Chapter 6 series Flashcards
Definition 6.11:
Partial sums
SUMMABLE
Given a sequence (a_n) of real numbers we consider the associated sequence (s_n) if partial sums
Where
s_n = a₁ + a₂ + … + a_n
We say that the sequence (a_n) is SUMMABLE if the sequence (s_n) of partial sums converges.
Writing the infinite series from n=1 as the limit of s_n as n tends to infinity
Limit as s_n tends to infinity = a₁ + a₂ + …
Geometric series
Sum from n=0 to infinity of a•r^n which converges for mod r less than 1.
BEGINS AT N=0 rather than n=1
Converges to a/ (1-r) WHEN STARTS AT n=0!!!
Because…
Partial sums are
s_n = a(1-r^n)/ (1-r)
Taking its limit
Proposition 6.1.3
“(The divergence test)”
Suppose the series
Sum from n=1 to Infinity
Of a_n
Converges
Then a_n tends to 0 as n tends to infinity.
Converse not true: the harmonic series doesn’t converge but 1/n does tend to 0
Example: show that the series
Sum from n=1 to infinity
Of
n/ (n+2)
Doesn’t converge
The limit as n tends to infinity of
n/(n+2) =
Limit as n tends to infinity of 1/(1+ 2/n) =1 not equal to 0. Hence by proposition 6.1.3 the series doesn’t converge.
Definition 6.1.5 absolute convergence
A series Sum from n=1 to infinity Of a_n converges absolutely when the series Sum from n =1 to infinity of |a_n| converges
Proposition 6.1.5
Absolute convergence implies
any series that converges absolutely
also converges
Proof: given that converges absolutely we use Cauchy and show there exists n and m for this property. Hence showing that |s_n -s_m| also less than epsilon for showing convergence of non absolute series
Thus (s_n) us Cauchy and hence convergent.
Types of convergence tests
Comparison test
Ratio test
Root test
“Divergence test”
Theorem 6.2.1 comparison test
Let (a_n) and (b_n) be sequences of real numbers where a_n bigger it equal to 0 and b_n bigger or equal to 0.
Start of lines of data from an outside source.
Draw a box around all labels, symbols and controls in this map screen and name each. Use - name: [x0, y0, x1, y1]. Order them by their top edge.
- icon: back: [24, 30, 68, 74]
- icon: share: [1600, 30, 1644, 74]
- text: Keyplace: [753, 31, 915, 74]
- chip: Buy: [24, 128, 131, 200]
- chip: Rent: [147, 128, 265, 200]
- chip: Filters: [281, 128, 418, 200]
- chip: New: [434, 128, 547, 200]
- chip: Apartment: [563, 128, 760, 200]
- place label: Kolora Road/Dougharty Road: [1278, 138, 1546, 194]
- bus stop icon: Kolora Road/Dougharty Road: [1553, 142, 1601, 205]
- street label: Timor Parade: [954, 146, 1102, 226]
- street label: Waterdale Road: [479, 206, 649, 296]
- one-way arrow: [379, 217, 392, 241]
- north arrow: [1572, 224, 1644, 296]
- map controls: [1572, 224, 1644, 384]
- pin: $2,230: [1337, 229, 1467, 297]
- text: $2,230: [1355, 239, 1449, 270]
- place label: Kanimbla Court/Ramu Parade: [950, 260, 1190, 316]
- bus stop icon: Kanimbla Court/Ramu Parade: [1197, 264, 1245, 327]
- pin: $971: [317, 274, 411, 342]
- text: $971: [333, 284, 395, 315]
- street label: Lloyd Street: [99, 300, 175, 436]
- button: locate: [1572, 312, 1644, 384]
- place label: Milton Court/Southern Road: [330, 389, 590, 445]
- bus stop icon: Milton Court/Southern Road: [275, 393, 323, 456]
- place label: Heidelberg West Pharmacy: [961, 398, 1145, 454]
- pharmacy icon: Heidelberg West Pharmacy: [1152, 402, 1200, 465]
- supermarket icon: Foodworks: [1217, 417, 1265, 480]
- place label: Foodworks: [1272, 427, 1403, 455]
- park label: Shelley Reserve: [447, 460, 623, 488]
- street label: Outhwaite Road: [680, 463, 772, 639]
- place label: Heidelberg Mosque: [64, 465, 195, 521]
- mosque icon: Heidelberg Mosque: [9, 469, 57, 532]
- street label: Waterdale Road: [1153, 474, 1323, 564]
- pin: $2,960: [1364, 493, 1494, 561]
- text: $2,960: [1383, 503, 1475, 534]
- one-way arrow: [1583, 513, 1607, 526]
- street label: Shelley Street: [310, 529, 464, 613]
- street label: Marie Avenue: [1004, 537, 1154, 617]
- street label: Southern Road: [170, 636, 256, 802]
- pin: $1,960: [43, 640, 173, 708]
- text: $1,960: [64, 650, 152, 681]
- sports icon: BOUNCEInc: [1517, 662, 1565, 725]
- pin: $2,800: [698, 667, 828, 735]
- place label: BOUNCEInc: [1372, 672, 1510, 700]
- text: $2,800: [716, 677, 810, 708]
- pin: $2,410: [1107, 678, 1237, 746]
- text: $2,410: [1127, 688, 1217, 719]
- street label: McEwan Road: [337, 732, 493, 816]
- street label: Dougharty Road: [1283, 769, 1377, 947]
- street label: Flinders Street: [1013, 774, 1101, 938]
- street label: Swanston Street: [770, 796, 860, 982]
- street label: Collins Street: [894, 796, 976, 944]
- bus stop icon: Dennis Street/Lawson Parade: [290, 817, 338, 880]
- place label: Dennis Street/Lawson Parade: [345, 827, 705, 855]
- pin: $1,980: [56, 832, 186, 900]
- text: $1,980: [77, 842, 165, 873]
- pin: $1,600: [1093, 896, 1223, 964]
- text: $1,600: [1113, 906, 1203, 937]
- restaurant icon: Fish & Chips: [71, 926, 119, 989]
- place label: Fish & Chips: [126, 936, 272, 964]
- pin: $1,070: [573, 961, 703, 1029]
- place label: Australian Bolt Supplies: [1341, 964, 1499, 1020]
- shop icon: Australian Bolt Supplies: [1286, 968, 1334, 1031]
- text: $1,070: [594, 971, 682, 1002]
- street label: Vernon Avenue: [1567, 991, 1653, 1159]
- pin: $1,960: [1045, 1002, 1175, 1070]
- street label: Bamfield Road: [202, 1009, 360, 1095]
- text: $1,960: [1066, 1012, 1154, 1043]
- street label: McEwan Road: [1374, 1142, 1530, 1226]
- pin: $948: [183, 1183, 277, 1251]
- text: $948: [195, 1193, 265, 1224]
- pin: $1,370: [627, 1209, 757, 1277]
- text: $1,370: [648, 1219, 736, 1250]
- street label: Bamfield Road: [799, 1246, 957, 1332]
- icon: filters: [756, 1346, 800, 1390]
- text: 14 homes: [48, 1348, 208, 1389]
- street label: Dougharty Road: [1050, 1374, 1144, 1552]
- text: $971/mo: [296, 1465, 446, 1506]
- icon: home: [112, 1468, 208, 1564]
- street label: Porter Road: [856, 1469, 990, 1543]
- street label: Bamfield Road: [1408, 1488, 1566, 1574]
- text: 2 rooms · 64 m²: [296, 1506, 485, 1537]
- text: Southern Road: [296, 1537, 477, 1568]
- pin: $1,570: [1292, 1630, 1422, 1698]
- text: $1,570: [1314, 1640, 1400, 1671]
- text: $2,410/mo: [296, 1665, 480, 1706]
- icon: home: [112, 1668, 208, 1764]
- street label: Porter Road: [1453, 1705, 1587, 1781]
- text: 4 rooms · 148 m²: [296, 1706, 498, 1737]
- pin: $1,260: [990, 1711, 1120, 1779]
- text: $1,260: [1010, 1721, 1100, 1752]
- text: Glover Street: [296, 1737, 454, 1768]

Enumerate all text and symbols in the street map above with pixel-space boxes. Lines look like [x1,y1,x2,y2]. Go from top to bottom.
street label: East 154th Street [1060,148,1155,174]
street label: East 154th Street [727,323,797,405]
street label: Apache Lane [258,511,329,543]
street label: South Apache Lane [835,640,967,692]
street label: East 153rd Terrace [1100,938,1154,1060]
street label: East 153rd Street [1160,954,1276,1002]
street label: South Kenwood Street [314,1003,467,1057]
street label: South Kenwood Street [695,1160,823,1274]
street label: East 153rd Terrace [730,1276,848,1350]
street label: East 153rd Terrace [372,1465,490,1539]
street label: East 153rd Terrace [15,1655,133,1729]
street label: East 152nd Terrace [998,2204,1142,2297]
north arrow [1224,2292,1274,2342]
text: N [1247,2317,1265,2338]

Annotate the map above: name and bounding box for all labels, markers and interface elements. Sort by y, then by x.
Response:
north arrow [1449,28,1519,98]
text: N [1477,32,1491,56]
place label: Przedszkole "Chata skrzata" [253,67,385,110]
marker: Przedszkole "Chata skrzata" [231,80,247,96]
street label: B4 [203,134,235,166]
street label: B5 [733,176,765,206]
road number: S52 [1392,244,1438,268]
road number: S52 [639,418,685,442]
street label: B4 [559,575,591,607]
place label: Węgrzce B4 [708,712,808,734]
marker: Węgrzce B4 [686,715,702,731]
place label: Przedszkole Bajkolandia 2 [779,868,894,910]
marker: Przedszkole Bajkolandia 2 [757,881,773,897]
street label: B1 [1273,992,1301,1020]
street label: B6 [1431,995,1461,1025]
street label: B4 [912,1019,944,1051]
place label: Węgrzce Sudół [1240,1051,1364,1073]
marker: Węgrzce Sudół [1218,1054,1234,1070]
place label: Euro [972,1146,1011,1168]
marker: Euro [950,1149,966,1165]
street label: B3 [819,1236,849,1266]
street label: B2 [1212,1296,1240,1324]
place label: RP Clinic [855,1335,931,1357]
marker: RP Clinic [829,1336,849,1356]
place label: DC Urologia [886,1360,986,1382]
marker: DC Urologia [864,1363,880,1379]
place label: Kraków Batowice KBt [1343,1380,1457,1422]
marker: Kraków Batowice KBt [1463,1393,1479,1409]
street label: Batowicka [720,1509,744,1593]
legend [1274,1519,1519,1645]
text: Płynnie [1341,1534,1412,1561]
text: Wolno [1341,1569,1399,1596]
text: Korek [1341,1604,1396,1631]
Suppose that (b_n) is summable and a_n is less than or equal to b_n for all sufficiently large n. Then (a_n) is summable.
Theorem 6.2.4 ratio test
Consider a series of non zero terms:
Sum from n=1 to infinity of a_n
And suppose that
Limit as n tends to infinity of | (a_n +1)/(a_n)| =r
If r is less than 1 series CONVERGES ABSOLUTELY
if r is bigger than 1 the series does not converge.
r=1 tells us nothing.
Theorem 6.2.6 root test
Let the sum of n=1 to infinity
Of a_n be a series
and set c = limit as n tends to infinity
Of
Sup{ |a_n|^(1/n), |a_{n+1}|^{1/(n+1)}, |a_{n+2}|^(1/(n+2)),…}
If c is less than 1 then the series CONVERGES ABSOLUTELY
If c is bigger than 1 then the series does not converge.
Example show that the series converges
Sum from n=1 to infinity of n3^ {-n}
Observe that for all n in the naturals n is less than or equal to 2^n.
Hence n3^-n is less than or equal to
(2/3)^n
and the series
Sum from n=1 to infinity of (2/3)^n is a geometric series with common ratio less than 1 hence converges and by the comparison og series converges
Example 6.2.5 let x be in R.
Investigate convergence of the series
Sum from n=1 to infinity of x^n / n
Using the ratio test
Let a_n = x^n /n. Then
a_{n+1} / a_n
= [(x^ {n+1}) / (n+1)] /[ x^n /n]
= nx / (n+1) = (x)/( 1 + 1/n)
So the limit as n tends to infinity of
| a_n+1 / a_n| = |x|
Thus by the ratio test our series CONVERGES ABSOLUTELY if |x|<1 and doesn’t converge if bigger than 1.
Tells us nothing at 1 or -1: converges but not absolutely at -1 and doesn’t at 1
For any bounded sequence of numbers the sequence of the supremum of these …
For any bounded sequence of numbers (b_n) where b_n is bigger than or equal to 0.
The sequence (c_n) where
c_n = sup { b_n, b_n+1, b_n+2,…}
Is BOUNDED and monotone decreasing, so sequence c_n converges.
If (b_n)wasn’t bounded then limit of c_n Is infinity??